TEMPO.CO, Jakarta - Wakil Ketua Komisi X DPR RI Lalu Hadrian Irfani mengatakan naskah awal sejarah resmi yang disusun Kementerian Kebudayaan akan dipublikasikan pada Juli mendatang. Saat ini, penulisan ulang sejarah itu sudah mencapai 70 persen.
"Targetnya memang bulan Juli akan diadakan uji publik, workshop, seminar, dan sebagainya," kata Lalu Hadrian saat ditemui di Gedung Kementerian Pendidikan Tinggi, Sains, dan Teknologi, Senin, 16 Juni 2025.

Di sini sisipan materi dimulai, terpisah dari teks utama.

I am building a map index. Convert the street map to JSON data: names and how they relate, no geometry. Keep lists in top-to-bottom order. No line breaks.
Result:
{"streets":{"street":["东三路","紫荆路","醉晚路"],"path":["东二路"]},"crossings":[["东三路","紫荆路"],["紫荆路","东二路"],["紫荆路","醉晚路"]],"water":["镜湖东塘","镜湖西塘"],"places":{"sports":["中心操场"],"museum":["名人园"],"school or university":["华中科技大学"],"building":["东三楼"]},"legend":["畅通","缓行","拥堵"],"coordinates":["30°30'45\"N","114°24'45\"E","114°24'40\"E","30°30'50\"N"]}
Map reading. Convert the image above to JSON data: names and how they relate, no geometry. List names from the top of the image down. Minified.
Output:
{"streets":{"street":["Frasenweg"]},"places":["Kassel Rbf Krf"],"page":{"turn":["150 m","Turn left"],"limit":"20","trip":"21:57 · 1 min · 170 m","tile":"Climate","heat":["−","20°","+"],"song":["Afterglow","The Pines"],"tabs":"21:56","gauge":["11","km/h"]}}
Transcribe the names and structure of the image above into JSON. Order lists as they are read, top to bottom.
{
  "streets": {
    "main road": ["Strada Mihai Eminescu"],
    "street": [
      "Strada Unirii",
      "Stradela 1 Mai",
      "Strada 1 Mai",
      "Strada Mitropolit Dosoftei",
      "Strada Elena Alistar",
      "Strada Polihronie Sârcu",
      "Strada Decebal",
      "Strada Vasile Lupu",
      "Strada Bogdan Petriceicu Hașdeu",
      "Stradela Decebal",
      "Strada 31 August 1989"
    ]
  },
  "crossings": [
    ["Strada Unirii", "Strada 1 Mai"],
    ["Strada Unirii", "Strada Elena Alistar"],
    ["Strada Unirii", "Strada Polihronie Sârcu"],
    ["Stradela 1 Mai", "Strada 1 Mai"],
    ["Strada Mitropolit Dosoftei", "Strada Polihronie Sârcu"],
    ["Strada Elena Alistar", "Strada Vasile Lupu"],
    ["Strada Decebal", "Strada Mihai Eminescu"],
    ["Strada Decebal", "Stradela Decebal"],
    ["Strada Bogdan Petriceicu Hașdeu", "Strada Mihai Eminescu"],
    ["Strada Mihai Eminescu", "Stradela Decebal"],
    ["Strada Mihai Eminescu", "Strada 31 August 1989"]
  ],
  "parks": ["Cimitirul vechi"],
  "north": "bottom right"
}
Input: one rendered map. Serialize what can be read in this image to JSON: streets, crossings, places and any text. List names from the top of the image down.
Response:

Baca berita dengan sedikit iklan, klik di sini
Selama proses uji publik itu, Lalu menjelaskan masyarakat bisa menyampaikan apa-apa yang dianggap kurang lengkap atau kurang tepat. Lalu memastikan dewan akan memfasilitasi ruang-ruang diskusi tersebut. "Siapa tahu ada temuan-temuan, ada bukti baru yang memang harus masuk ke dalam penulisan ulang," kata dia.
Politikus PKB itu mengatakan parlemen juga akan segera melakukan rapat kerja dengan Menteri Kebudayan selepas masa reses selesai. Rapat itu digelar guna menanggapi gejolak kritik dari berbagai pihak atas sejumlah pernyataan Menteri Kebudayaan Fadli Zon.
Saat ini, Kementerian Kebudayaan tengah merevisi naskah sejarah Indonesia. Alasan utama revisi ini adalah menyelaraskan kembali pengetahuan sejarah dengan berbagai temuan baru dari disertasi, tesis, ataupun penelitian para sejarawan. Nantinya, hasil penulisan ulang ini dibukukan secara resmi melalui pendanaan dari Kementerian Kebudayaan, bekerja sama dengan Masyarakat Sejarawan Indonesia (MSI).
Namun, dalam perjalanannya penyusunan buku sejarah yang diterbitkan 17 Agustus 2025 atau tepatnya pada HUT kemerdekaan ke-80 RI itu menuai kontroversi. Teranyar, soal penghapusan peristiwa pemerkosaan massal 1998.
Fadli dalam wawancaranya bersama jurnalis senior Uni Lubis mengatakan bahwa peristiwa yang menyasar perempuan keturunan Tionghoa itu sebatas rumor belaka. Berbagai organisasi masyarakat sipil hingga warganet pun mengecam pernyataan tersebut.
Direktur Amnesty International Usman Hamid menilai pernyataan tersebut merupakan pembelaan diri atas masa lalu kelam yang dimiliki oleh pemerintahan saat ini. "Mereka menghindari rasa bersalah, menghindari rasa malu, atau menghindari tidak nyaman karena rekam jejak masa lalu yang ditinggalkan oleh mereka (penguasa)," kata Usman Hamid dalam Konferensi Pers Masyarakat Sipil Melawan Impunitas melalui Zoom Meeting pada Jumat, 13 Juni 2025.